(Collected data)
_ _ _ _ _

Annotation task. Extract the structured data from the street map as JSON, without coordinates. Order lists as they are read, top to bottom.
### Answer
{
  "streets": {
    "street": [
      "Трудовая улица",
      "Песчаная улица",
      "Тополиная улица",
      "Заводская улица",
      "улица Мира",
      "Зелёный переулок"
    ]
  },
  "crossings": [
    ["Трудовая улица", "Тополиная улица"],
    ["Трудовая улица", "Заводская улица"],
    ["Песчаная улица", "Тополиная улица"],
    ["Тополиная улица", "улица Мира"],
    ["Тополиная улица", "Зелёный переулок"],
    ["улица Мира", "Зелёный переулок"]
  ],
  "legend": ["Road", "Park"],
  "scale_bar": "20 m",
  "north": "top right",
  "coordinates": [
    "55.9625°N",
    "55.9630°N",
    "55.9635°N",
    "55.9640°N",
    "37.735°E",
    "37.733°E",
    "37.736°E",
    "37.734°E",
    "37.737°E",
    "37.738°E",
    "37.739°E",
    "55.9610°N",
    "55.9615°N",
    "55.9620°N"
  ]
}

_ _ _ _ _

* TASK INSTRUCTIONS:
Recopy the records without any alteration.

* REPLY TO THE TASK:
Annotation task. Extract the structured data from the street map as JSON, without coordinates. Order lists as they are read, top to bottom.
### Answer
{
  "streets": {
    "street": [
      "Трудовая улица",
      "Песчаная улица",
      "Тополиная улица",
      "Заводская улица",
      "улица Мира",
      "Зелёный переулок"
    ]
  },
  "crossings": [
    ["Трудовая улица", "Тополиная улица"],
    ["Трудовая улица", "Заводская улица"],
    ["Песчаная улица", "Тополиная улица"],
    ["Тополиная улица", "улица Мира"],
    ["Тополиная улица", "Зелёный переулок"],
    ["улица Мира", "Зелёный переулок"]
  ],
  "legend": ["Road", "Park"],
  "scale_bar": "20 m",
  "north": "top right",
  "coordinates": [
    "55.9625°N",
    "55.9630°N",
    "55.9635°N",
    "55.9640°N",
    "37.735°E",
    "37.733°E",
    "37.736°E",
    "37.734°E",
    "37.737°E",
    "37.738°E",
    "37.739°E",
    "55.9610°N",
    "55.9615°N",
    "55.9620°N"
  ]
}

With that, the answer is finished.